▶ **What the exercise asks**
Search the records for the string "controls", and show each line where it appears.

── Source records ──

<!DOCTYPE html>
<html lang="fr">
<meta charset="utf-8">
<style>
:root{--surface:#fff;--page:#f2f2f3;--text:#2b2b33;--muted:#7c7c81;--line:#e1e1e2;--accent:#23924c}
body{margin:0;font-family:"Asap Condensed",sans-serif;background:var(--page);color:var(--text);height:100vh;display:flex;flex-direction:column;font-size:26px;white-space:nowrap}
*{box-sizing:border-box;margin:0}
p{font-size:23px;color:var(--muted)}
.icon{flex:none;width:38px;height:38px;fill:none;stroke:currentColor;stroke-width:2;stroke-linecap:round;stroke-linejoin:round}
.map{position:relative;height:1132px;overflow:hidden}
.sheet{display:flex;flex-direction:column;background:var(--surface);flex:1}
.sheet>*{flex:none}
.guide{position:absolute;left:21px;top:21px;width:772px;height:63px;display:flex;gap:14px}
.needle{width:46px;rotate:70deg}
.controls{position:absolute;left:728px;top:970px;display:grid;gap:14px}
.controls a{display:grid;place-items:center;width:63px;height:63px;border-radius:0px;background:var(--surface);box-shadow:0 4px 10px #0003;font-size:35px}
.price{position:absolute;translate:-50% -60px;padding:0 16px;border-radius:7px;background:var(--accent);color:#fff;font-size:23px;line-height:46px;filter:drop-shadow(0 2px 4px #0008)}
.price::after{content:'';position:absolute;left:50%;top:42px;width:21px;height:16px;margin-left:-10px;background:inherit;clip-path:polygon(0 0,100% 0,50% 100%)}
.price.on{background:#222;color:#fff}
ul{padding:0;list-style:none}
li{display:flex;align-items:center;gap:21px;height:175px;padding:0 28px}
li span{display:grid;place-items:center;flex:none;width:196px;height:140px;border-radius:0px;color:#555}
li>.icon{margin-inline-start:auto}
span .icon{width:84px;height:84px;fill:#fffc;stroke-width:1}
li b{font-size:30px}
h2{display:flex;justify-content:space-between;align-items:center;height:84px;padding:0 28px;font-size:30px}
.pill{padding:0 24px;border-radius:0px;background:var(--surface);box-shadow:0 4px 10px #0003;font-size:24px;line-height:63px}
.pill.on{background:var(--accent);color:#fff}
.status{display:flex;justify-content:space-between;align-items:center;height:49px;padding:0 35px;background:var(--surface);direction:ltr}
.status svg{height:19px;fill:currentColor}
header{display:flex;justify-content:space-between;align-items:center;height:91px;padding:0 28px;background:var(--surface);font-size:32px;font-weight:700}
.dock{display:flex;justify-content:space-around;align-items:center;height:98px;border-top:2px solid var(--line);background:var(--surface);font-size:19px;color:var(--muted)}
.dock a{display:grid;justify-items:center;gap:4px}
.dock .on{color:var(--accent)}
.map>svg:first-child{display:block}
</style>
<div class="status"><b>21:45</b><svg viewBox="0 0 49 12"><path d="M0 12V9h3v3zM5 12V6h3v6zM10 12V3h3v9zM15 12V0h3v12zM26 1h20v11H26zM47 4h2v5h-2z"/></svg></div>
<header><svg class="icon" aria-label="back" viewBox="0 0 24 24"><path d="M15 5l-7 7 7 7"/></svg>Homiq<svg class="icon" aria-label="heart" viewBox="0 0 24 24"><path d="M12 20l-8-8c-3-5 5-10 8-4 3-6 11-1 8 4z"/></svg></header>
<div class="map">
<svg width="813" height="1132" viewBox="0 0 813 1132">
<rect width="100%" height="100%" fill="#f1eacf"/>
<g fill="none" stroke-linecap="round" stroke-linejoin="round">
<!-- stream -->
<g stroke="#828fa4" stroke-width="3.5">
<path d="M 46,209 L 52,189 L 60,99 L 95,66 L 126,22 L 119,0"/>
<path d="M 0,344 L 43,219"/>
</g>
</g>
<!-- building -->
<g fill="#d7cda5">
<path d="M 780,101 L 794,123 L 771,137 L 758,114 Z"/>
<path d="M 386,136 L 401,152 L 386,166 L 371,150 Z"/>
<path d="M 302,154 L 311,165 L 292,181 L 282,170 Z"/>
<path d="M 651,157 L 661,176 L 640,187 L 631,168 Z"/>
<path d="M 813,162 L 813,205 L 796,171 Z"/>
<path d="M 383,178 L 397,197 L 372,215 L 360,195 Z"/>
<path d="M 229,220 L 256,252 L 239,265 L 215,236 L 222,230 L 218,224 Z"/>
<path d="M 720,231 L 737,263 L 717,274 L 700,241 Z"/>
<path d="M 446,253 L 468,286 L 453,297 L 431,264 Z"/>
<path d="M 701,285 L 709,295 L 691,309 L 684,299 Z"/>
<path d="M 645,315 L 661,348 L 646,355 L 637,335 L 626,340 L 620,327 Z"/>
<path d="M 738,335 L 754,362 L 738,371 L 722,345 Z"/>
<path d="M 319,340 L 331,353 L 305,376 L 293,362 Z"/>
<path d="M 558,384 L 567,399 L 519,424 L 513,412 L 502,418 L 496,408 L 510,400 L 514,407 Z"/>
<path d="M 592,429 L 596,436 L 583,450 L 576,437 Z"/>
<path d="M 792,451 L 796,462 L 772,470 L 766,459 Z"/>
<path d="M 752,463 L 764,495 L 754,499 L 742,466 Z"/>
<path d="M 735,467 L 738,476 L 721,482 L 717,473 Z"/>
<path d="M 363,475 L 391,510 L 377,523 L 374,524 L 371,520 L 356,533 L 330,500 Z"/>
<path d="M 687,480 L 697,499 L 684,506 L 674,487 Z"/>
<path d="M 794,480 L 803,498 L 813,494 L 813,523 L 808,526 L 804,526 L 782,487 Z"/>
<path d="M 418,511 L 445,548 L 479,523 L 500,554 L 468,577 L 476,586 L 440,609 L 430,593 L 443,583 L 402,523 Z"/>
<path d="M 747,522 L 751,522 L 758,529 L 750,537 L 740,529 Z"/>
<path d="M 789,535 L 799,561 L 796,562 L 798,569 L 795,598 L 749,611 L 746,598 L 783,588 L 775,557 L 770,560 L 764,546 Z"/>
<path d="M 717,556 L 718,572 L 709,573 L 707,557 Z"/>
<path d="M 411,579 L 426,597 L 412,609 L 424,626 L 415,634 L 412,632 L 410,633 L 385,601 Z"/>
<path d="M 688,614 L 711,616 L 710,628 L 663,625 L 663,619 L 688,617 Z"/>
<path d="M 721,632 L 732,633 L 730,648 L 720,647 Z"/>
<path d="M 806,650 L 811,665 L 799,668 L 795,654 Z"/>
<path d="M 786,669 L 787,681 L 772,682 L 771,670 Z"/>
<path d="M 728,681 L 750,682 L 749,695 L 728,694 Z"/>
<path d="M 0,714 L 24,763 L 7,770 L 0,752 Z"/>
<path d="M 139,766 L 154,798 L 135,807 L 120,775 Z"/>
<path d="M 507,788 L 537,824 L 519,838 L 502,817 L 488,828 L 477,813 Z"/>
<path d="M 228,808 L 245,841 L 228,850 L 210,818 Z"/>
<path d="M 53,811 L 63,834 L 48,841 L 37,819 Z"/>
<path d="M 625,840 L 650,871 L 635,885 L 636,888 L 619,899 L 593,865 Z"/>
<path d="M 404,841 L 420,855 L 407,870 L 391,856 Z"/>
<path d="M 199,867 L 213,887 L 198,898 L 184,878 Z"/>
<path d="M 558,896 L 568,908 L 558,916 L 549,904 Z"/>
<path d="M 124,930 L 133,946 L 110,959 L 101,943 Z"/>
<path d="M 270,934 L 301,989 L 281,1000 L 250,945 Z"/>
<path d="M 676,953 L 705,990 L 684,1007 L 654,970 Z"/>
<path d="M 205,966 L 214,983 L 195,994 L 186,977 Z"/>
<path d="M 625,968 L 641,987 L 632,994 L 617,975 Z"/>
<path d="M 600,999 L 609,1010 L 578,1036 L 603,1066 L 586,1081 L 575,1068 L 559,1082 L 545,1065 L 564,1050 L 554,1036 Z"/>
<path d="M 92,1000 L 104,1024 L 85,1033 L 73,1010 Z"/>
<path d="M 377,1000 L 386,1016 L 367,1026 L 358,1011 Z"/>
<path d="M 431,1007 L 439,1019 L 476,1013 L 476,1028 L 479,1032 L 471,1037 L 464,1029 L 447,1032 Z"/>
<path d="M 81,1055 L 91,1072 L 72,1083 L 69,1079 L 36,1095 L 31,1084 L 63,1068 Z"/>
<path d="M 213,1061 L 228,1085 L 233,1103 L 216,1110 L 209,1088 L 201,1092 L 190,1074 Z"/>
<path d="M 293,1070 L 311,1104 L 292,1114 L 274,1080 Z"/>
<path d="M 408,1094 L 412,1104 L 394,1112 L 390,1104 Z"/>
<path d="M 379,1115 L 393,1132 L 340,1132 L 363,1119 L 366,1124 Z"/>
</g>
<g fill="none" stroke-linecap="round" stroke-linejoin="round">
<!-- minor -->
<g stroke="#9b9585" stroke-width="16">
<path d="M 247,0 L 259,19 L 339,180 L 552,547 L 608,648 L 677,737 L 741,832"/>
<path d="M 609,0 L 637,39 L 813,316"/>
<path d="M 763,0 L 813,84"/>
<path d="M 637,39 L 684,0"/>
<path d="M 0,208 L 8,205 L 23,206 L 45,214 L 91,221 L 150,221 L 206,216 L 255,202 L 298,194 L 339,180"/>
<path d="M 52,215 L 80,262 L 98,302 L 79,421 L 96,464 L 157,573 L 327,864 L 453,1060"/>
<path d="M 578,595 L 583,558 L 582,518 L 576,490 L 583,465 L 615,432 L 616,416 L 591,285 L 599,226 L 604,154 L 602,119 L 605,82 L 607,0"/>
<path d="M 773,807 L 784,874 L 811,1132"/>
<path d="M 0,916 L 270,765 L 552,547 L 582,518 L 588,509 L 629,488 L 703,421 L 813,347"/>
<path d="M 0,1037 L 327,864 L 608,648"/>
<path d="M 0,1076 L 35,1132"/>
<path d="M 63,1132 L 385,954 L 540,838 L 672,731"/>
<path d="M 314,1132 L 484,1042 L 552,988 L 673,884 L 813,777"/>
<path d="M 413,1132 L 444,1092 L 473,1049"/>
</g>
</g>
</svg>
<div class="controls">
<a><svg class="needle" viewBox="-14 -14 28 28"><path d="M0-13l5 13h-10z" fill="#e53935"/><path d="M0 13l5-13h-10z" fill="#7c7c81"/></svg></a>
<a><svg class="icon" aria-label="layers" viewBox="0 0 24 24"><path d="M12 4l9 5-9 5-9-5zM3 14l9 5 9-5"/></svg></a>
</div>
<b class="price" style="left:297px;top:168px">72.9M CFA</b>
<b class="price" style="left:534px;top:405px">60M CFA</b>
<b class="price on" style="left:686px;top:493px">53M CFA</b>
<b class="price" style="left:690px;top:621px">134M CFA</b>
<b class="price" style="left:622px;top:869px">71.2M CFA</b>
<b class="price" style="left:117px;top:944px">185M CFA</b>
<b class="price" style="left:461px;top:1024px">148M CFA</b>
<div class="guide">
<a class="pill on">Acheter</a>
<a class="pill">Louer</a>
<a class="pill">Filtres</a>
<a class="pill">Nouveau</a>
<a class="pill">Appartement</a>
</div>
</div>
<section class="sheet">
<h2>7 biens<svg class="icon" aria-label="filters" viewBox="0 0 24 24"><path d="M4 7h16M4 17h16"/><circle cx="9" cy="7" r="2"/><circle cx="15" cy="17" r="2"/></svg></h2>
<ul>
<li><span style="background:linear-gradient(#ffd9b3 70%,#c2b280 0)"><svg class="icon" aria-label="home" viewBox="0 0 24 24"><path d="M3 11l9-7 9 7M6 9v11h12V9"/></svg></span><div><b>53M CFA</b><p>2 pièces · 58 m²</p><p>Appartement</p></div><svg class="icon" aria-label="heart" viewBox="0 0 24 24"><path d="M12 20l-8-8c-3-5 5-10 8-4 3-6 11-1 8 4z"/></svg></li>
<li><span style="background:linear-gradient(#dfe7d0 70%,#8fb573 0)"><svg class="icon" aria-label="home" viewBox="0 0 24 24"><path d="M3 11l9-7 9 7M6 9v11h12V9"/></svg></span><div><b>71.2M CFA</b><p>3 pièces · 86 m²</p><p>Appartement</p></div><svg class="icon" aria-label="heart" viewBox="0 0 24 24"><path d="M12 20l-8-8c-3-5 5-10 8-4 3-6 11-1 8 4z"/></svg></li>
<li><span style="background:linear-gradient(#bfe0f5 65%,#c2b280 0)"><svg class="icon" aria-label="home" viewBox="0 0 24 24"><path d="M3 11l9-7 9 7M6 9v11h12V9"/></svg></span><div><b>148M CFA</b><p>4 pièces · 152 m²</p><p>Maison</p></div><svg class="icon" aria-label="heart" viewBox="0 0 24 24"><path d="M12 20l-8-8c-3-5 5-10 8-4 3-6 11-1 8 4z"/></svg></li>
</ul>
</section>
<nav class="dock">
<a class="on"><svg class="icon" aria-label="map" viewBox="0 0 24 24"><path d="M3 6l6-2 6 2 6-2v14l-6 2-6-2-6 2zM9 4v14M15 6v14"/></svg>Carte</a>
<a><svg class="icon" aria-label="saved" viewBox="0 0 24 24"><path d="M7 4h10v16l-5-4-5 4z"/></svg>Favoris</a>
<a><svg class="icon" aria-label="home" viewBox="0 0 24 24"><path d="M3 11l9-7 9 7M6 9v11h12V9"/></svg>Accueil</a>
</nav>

───

▶ **Answer**
.controls{position:absolute;left:728px;top:970px;display:grid;gap:14px}
.controls a{display:grid;place-items:center;width:63px;height:63px;border-radius:0px;background:var(--surface);box-shadow:0 4px 10px #0003;font-size:35px}
<div class="controls">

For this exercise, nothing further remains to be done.